Friday, June 13, 2014

Identifying Pathways in the Consumer Decision Journey: Nonnegative Matrix Factorization

The Internet has freed us from the shackles of the yellow page directory, the trip to the nearby store to learn what is available, and the forced choice among a limited set of alternatives. The consumer is in control of their purchase journey and can take any path they wish. But do they? It's a lot of work for our machete-wielding consumer cutting their way through the product jungle. The consumer decision journey is not an itinerary, but neither is it aimless meandering. Perhaps we do not wish to follow the well-worn trail laid out by some marketing department. The consumer is free to improvise, not by going where no one has gone before, but by creating personal variation using a common set of journey components shared with others.

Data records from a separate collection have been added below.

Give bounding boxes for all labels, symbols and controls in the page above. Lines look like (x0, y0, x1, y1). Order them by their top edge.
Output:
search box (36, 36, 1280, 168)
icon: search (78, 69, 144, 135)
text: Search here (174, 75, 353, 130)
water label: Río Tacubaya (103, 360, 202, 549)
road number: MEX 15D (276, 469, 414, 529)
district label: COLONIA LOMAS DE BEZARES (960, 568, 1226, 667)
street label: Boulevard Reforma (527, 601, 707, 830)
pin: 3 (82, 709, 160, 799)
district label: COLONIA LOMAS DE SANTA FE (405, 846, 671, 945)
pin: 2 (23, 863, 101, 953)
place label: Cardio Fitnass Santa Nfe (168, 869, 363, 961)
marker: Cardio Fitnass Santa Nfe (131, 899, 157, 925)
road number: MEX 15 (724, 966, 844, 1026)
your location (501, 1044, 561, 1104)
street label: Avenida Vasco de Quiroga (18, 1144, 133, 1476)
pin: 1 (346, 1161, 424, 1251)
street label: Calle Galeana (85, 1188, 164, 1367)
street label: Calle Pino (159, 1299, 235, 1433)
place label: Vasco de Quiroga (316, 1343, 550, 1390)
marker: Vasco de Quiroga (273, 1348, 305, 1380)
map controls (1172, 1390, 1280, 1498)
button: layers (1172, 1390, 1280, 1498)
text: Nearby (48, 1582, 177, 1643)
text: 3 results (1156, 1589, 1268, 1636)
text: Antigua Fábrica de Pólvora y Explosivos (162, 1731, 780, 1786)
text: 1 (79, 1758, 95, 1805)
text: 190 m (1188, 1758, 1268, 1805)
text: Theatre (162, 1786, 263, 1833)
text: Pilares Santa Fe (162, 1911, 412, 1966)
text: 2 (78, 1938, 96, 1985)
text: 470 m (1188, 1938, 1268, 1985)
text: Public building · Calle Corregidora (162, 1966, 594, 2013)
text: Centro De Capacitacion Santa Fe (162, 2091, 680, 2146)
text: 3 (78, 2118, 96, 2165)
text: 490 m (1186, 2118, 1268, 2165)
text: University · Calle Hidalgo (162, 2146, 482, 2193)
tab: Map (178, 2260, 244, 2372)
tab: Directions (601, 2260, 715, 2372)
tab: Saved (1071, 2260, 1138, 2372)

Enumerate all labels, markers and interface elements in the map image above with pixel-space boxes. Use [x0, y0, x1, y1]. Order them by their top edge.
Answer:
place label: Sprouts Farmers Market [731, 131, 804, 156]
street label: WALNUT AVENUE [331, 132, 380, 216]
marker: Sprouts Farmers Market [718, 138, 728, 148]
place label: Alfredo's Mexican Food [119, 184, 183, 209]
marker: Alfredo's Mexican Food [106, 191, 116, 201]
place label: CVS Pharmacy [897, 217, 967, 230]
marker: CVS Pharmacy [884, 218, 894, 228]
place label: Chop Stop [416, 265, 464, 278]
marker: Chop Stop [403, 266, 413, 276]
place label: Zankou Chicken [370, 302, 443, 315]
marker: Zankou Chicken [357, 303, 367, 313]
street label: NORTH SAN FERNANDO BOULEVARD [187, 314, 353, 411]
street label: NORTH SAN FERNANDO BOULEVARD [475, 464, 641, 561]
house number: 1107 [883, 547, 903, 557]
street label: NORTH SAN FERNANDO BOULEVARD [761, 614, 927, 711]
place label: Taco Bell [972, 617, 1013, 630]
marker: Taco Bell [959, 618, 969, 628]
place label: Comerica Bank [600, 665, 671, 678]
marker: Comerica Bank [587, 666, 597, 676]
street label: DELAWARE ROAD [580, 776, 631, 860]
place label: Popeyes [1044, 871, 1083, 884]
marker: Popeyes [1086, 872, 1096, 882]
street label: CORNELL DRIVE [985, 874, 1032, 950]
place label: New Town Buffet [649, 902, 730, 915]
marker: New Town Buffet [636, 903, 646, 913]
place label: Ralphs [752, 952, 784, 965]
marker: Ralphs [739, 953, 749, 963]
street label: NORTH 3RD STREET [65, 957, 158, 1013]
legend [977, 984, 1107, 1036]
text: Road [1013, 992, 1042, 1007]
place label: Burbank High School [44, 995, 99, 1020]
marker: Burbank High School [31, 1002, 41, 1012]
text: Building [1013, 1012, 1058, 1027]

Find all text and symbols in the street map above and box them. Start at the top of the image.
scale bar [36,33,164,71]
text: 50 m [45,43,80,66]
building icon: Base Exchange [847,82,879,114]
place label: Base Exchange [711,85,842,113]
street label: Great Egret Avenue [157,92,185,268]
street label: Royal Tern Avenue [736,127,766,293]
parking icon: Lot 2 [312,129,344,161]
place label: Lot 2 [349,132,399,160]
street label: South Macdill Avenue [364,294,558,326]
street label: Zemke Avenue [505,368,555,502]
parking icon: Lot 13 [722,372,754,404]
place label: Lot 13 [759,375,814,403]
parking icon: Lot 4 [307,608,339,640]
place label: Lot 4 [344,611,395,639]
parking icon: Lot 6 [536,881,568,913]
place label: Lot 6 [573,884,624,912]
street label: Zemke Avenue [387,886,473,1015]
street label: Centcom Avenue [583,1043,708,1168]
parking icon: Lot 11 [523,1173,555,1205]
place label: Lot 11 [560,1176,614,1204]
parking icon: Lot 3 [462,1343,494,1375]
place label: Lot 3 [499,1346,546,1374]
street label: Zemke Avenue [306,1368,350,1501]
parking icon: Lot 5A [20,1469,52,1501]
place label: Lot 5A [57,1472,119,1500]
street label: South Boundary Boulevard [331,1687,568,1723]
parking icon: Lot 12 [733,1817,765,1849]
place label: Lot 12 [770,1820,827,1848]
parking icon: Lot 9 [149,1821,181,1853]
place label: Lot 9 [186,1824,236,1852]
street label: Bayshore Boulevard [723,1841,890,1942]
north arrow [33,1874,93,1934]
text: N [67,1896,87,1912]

Even with all the different ways to learn about products and services, we find constraints on the purchase process with some touchpoint combinations more likely than others. For example, one could generate a long list of all the possible touchpoints that might trigger interest, provide information, make recommendations, and enable purchase. Yet, we would expect any individual consumer to encounter only a small proportion of this long list. A common journey might be no more than a seeing an ad followed by a trip to a store. For frequently purchased products, the entire discovery-learning-comparing-purchase process could collapse into a single point-of-sale (PoS) touchpoint, such as product packaging on a retail shelf.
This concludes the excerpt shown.